(Stored data entries)

※

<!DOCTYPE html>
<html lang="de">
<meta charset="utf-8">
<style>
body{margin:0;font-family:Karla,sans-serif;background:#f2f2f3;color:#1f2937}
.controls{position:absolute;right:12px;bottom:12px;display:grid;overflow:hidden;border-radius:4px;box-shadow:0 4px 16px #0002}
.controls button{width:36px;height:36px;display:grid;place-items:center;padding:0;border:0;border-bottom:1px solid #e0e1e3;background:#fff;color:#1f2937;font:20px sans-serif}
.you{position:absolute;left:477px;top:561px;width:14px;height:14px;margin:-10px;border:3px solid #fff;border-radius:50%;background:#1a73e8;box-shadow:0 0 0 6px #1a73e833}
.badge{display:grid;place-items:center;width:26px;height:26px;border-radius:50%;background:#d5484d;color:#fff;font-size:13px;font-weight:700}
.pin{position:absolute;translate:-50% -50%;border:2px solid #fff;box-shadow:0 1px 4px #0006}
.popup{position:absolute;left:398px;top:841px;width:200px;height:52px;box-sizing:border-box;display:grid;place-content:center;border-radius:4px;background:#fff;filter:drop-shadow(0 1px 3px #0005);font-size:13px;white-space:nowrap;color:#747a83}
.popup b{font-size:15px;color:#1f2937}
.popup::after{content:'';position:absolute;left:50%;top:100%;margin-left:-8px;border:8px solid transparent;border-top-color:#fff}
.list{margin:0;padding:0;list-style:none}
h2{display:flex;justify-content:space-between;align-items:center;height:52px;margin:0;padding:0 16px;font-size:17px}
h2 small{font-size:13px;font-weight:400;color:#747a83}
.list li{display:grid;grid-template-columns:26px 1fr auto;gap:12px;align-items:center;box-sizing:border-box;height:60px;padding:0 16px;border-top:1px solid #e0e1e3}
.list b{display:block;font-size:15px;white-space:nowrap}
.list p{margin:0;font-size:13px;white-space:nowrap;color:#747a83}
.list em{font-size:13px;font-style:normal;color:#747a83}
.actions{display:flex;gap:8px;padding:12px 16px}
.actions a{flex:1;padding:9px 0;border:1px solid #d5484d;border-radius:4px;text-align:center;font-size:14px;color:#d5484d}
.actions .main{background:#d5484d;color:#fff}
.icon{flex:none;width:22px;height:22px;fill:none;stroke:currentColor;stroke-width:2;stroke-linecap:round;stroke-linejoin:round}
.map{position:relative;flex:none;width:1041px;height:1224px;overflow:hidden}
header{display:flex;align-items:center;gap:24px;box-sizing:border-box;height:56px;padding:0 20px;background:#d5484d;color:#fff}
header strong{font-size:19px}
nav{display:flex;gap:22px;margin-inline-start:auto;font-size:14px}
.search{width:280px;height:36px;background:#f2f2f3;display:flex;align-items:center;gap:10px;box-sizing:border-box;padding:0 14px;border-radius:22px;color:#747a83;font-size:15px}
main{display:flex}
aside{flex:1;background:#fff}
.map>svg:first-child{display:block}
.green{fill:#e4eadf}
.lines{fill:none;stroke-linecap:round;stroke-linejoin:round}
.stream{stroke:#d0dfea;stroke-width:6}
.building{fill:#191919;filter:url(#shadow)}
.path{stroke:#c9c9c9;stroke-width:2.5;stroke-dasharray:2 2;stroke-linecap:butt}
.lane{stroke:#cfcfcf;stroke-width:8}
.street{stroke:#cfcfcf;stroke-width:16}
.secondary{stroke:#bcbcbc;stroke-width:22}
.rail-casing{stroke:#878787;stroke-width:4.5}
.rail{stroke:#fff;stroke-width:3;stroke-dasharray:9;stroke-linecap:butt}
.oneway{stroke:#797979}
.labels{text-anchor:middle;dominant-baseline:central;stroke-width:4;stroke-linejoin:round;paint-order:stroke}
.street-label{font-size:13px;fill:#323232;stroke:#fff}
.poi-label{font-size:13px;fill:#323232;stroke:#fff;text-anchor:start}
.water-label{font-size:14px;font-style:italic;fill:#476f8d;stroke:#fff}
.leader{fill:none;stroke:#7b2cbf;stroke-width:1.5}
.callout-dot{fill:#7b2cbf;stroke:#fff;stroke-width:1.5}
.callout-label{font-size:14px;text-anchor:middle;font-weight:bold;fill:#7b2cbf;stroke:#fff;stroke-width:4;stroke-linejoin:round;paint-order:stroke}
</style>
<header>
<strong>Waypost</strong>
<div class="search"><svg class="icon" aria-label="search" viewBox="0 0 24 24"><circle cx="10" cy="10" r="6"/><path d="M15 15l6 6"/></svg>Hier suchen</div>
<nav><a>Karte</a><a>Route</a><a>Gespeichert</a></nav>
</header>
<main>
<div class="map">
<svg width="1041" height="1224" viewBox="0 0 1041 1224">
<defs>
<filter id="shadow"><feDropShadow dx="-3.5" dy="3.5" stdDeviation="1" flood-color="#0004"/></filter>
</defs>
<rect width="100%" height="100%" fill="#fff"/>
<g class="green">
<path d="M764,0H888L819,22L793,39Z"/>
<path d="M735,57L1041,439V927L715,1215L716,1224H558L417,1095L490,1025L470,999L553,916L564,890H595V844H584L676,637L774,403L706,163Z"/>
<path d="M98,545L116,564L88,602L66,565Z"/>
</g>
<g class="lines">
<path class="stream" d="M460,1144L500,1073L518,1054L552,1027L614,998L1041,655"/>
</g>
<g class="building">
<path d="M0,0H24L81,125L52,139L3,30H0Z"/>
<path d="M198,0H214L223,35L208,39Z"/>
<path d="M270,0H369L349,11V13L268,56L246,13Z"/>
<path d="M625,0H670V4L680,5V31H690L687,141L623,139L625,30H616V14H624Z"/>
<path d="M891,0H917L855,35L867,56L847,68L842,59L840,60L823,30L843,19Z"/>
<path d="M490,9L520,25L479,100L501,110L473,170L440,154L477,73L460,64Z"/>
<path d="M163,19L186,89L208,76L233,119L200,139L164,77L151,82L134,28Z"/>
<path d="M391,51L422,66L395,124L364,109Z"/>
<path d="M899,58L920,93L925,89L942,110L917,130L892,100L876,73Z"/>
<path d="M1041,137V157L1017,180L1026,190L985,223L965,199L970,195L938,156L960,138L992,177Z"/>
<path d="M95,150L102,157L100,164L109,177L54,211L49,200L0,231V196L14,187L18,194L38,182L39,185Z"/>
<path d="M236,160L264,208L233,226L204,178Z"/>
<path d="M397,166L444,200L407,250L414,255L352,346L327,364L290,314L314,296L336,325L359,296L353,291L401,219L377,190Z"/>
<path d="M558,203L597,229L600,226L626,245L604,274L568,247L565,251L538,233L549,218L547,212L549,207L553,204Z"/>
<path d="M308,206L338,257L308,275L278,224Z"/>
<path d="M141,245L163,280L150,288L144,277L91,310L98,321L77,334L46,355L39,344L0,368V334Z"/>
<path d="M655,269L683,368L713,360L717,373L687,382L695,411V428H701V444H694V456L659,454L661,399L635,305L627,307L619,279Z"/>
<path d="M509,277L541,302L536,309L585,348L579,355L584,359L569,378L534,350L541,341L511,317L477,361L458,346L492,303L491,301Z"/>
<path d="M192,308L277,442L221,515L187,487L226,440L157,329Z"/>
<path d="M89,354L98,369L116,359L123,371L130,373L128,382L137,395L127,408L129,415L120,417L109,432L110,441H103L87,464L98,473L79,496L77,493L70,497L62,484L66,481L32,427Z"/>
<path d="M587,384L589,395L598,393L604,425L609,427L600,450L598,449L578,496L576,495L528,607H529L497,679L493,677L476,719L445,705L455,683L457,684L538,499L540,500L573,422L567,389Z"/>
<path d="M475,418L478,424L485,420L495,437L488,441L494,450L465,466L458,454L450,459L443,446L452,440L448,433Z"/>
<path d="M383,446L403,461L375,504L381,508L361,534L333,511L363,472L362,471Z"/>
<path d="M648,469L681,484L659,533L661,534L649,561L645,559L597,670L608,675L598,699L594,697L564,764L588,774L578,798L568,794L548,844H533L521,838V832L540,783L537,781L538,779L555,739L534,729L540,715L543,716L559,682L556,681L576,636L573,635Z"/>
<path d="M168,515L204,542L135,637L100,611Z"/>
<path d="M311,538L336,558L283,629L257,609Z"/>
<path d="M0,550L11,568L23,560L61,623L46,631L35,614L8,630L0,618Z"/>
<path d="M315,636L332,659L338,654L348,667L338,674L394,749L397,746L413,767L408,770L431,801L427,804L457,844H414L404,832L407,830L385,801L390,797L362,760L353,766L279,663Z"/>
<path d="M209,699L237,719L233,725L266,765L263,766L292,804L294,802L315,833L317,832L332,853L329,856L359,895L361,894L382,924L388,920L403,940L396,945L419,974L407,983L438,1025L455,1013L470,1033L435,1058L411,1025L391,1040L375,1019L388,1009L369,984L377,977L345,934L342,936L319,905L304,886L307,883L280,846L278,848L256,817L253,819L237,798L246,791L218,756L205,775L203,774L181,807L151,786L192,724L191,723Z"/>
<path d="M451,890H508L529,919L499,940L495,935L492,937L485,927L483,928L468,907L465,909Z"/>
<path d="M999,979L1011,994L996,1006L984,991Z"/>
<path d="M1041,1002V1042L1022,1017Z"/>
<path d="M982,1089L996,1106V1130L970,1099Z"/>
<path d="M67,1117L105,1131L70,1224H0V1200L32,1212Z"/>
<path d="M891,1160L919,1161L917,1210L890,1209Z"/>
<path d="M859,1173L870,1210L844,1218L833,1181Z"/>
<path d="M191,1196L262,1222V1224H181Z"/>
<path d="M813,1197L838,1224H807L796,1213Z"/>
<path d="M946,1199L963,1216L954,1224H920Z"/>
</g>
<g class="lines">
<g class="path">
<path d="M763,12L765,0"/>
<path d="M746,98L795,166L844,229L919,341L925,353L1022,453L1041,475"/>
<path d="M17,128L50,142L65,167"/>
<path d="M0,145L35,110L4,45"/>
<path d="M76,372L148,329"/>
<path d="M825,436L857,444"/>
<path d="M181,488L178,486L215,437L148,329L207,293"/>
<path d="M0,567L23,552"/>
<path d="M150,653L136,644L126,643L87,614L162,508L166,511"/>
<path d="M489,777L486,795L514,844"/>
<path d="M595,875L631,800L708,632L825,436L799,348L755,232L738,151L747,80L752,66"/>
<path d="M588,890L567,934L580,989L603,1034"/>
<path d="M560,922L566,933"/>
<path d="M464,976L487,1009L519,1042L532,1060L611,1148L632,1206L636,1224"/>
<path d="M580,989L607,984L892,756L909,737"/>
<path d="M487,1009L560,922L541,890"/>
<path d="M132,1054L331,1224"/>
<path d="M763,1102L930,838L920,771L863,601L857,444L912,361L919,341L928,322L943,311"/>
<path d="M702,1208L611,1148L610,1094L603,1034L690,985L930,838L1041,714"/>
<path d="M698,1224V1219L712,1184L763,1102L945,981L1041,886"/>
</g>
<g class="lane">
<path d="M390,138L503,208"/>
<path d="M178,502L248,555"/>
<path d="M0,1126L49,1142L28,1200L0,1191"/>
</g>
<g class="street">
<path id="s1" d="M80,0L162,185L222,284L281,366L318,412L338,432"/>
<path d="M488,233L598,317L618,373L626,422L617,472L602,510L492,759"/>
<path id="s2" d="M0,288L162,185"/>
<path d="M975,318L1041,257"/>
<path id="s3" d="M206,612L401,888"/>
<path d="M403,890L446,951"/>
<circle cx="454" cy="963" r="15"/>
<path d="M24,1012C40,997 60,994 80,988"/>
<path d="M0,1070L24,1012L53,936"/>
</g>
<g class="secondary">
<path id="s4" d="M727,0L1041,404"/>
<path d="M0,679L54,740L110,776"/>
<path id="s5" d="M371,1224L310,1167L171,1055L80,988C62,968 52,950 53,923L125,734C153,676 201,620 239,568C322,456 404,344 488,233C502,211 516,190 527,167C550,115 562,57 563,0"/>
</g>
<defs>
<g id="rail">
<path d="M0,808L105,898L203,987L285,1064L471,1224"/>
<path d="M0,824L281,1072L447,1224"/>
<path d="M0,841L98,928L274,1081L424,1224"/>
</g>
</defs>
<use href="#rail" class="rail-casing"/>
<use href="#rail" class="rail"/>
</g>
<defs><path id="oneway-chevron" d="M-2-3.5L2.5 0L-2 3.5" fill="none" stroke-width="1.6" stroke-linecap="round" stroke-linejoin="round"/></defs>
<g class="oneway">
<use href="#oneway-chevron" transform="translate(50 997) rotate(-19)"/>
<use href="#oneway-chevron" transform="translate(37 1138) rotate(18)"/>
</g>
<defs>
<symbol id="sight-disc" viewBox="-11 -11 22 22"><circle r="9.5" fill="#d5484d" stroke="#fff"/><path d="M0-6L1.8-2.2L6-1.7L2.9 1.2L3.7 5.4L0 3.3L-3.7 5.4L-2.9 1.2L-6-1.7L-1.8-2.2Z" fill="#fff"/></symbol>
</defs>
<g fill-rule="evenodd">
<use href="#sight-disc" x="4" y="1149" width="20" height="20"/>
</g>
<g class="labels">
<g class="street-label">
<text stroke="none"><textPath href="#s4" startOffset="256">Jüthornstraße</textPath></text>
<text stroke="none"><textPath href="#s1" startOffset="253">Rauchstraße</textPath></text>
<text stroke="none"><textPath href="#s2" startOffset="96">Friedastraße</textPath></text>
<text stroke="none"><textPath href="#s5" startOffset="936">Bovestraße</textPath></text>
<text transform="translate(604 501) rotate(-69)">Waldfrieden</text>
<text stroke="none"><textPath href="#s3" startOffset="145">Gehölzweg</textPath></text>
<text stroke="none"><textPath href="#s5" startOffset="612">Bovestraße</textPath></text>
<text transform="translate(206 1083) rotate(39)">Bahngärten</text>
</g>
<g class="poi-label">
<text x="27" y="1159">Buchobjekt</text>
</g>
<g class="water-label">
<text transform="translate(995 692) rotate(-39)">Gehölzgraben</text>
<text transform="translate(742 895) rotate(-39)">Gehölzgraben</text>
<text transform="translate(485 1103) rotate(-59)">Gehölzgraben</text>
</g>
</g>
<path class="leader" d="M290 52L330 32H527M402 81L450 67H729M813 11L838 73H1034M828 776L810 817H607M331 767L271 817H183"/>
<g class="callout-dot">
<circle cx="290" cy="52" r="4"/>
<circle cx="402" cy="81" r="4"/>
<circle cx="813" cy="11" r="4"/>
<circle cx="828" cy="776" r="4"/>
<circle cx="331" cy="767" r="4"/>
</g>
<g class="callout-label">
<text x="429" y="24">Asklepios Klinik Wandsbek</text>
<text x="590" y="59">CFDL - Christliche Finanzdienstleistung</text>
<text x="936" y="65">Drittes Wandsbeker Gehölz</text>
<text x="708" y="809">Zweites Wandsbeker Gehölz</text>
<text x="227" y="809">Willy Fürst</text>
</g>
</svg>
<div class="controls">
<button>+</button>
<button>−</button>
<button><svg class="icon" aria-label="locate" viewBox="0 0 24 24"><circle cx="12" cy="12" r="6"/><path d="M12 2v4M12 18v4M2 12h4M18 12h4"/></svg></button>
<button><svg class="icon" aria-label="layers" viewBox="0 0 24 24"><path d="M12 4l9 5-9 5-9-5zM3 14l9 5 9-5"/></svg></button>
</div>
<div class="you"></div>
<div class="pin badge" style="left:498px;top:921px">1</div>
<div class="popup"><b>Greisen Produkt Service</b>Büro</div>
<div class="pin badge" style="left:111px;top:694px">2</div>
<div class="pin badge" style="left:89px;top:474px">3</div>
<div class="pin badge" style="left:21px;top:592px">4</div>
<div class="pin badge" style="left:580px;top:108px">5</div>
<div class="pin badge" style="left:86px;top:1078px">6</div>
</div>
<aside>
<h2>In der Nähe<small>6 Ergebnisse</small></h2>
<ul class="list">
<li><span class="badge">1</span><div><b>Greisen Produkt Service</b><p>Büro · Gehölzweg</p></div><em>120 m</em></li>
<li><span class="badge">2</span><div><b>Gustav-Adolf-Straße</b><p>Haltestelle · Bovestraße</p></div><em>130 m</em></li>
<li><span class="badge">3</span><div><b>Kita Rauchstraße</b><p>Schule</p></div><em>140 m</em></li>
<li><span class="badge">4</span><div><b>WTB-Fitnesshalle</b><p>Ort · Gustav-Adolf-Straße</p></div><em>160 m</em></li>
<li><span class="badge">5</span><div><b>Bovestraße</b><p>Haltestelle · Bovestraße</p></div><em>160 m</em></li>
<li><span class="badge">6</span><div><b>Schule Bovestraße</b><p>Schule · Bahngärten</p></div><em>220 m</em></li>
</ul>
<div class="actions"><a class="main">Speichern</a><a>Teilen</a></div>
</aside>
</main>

※

> [Task instructions] For this exercise, return every line from the data that holds the string "list".

> [Answer to the exercise]
.list{margin:0;padding:0;list-style:none}
.list li{display:grid;grid-template-columns:26px 1fr auto;gap:12px;align-items:center;box-sizing:border-box;height:60px;padding:0 16px;border-top:1px solid #e0e1e3}
.list b{display:block;font-size:15px;white-space:nowrap}
.list p{margin:0;font-size:13px;white-space:nowrap;color:#747a83}
.list em{font-size:13px;font-style:normal;color:#747a83}
<ul class="list">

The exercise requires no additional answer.